Well said Anarchist. Dwarf-women are only ugly in my opinion but I made the above statement because there is evidence that dwarves did not like them much either because they seldom got married either because they were too busy or too greedy!!!


----------



## Goldberry344 (Apr 2, 2002)

hehe, Dwarf Women had beards.


----------



## Úlairi (Apr 3, 2002)

Don't laugh at the bearded lady!


----------



## Turgon (Apr 4, 2002)

Ha! ha! this thread reminds me of Lord Flashheart in Blackadder II. 'Hey Nursey, like the beard, gives me something to hang on to.'


----------



## Úlairi (Apr 5, 2002)

Actually, I got that one of the Simpsons!


----------



## Chymaera (May 27, 2002)

*Gimli was a girl.*

She was such a brazen and a hussy that for the good of the kingdom, Dain had to get her away from other dwarves.

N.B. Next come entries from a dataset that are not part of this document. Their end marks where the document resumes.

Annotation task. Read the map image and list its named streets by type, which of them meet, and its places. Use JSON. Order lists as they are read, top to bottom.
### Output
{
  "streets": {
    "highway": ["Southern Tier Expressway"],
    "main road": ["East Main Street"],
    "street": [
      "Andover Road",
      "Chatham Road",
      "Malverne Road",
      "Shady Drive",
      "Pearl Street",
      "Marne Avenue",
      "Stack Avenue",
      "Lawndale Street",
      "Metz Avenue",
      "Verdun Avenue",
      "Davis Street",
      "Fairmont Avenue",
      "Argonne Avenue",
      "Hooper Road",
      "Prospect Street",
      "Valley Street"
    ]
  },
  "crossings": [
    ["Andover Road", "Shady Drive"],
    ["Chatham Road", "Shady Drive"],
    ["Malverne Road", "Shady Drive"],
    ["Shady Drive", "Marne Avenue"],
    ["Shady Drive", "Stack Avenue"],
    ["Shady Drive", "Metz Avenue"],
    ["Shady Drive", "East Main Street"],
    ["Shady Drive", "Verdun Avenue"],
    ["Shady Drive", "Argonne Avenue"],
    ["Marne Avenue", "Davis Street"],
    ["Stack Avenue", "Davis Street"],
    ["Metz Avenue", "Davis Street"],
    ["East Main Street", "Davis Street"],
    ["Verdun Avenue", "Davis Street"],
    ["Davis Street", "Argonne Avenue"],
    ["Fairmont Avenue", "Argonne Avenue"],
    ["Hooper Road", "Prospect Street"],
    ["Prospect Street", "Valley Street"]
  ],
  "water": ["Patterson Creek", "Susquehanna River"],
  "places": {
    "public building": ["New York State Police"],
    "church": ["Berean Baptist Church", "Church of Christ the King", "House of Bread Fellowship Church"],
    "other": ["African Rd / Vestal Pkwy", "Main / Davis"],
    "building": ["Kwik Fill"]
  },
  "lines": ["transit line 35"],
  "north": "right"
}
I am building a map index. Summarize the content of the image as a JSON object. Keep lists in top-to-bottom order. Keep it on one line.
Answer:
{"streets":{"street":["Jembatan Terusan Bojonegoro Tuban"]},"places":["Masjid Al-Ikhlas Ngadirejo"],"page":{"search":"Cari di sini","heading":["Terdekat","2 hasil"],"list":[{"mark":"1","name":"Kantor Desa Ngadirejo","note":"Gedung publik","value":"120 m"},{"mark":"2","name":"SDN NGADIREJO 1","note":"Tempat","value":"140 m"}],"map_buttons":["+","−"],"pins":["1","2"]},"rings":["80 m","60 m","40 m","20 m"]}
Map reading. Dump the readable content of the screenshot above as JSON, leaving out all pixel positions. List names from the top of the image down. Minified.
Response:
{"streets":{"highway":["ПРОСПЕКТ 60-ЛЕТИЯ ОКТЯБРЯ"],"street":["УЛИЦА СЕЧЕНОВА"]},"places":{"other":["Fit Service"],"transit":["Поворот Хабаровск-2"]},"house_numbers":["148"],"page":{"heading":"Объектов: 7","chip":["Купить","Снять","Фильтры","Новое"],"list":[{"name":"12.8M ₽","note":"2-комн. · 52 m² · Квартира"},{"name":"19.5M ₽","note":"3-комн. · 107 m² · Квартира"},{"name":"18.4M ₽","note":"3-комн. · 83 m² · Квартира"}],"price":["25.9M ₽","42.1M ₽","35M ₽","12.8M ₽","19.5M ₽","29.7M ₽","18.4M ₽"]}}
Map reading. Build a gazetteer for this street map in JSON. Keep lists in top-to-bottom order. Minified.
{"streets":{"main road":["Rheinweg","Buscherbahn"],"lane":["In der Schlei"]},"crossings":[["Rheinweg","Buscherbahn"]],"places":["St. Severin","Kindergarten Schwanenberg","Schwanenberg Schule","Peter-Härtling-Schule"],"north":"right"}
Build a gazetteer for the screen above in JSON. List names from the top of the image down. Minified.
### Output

On the pretence of sending a warning to Bilbo, Gloin(and problem daughter) was sent to Rivendale to warn Bilbo about Sauron, oh yes bye the way Balin hasn't been heard from for years and years now.

Gloin pawns off his nympho daughter on the "fellowship" and scoots for home. Of course Gimli is in like a dirty shirt, Oh lets drop in on Uncle Balin and he'll give us a fine welcome. Aw no dwarves. That Legolas chap is starting to look kind of cute. 

The flirting between Gimli and Legolas starting to get disgusting at the Battle for Helms Deep.
"O I've killed more that you"
"O now I have more"
"O lets go look at the caves" 

The only information that we have on dwarves is directly from Gimli and she was covering up her own transvestite tendancies


----------



## Úlairi (May 28, 2002)

That was hilarious Chymaera!!!


----------



## Lantarion (May 28, 2002)

LOL, Flashheart is funny. I only saw the episode on tape a few days ago.. "Slack Bladder"..


----------



## Samwise_hero (May 29, 2002)

it'd be interesting to find out what they look like, my guess is they're short kinda stubish and not all that good looking but hey that's life. by the way i'm not dissing dwarves i reckon they're cool.


----------



## Theoden (May 29, 2002)

> _Originally posted by Ulairi _
> *Yes My_precious, I think you're right. Whatever they looked like I think that the main opinion was that they were ugly!!! *



hahah
very funny and very true
hahhahah


----------



## Chymaera (Jun 1, 2002)

> _Originally posted by Ulairi _
> *That was hilarious Chymaera!!! *



Thank you Ulairi, I blame it all on Turgon and his spoon scandel stories.
He is a bad infuence


----------



## Úlairi (Jun 2, 2002)

No probs Chymaera.


----------



## Chymaera (Jun 9, 2002)

*Gimli was a Girl*

But really in the Hobbit the dwaves all travelled in the Wilderness in their clocks and hoods.
Then look at Gimli decked out for battle in Rivendale mail and helmet waving ax around in council, the sign of a scared shelted little girl out in the big bad world for the first time.

Of course Galadriel saw right through Gimli's transvestite hoax and was kind of charmed into granting the request for the three strands of hair. Gimli really was jealous that she couldn't get her hair to look like that 


*Vanity thee name is woman*

*Chymaera cover his head and runs for the door just in case anything sharp is being thrown at him*


----------



## Elu Thingol (Jun 11, 2002)

Beauty is different in all cultures so maybe the dwarven men liked the dwarven women. Very sick but probably true .


----------



## Úlairi (Jun 11, 2002)

Actually, I believe you're dead wrong there Elu. The Dwarf population increased slowly because the men found the women too ugly!!! That is a substantial reason I believe. Dwarven women were probably the most squalid of all also, and that's also another reason why Gimli drooled over Galadriel's beauty.

"Hey, this broad is much better than the ones we get at home!" says Gimli to Legolas.

Also:

"Gee I hate those dwarven women," says Gimli to Legolas, "they leave too many hairs in the bathroom, and they're not shaving their legs if ya know what I mean!"


----------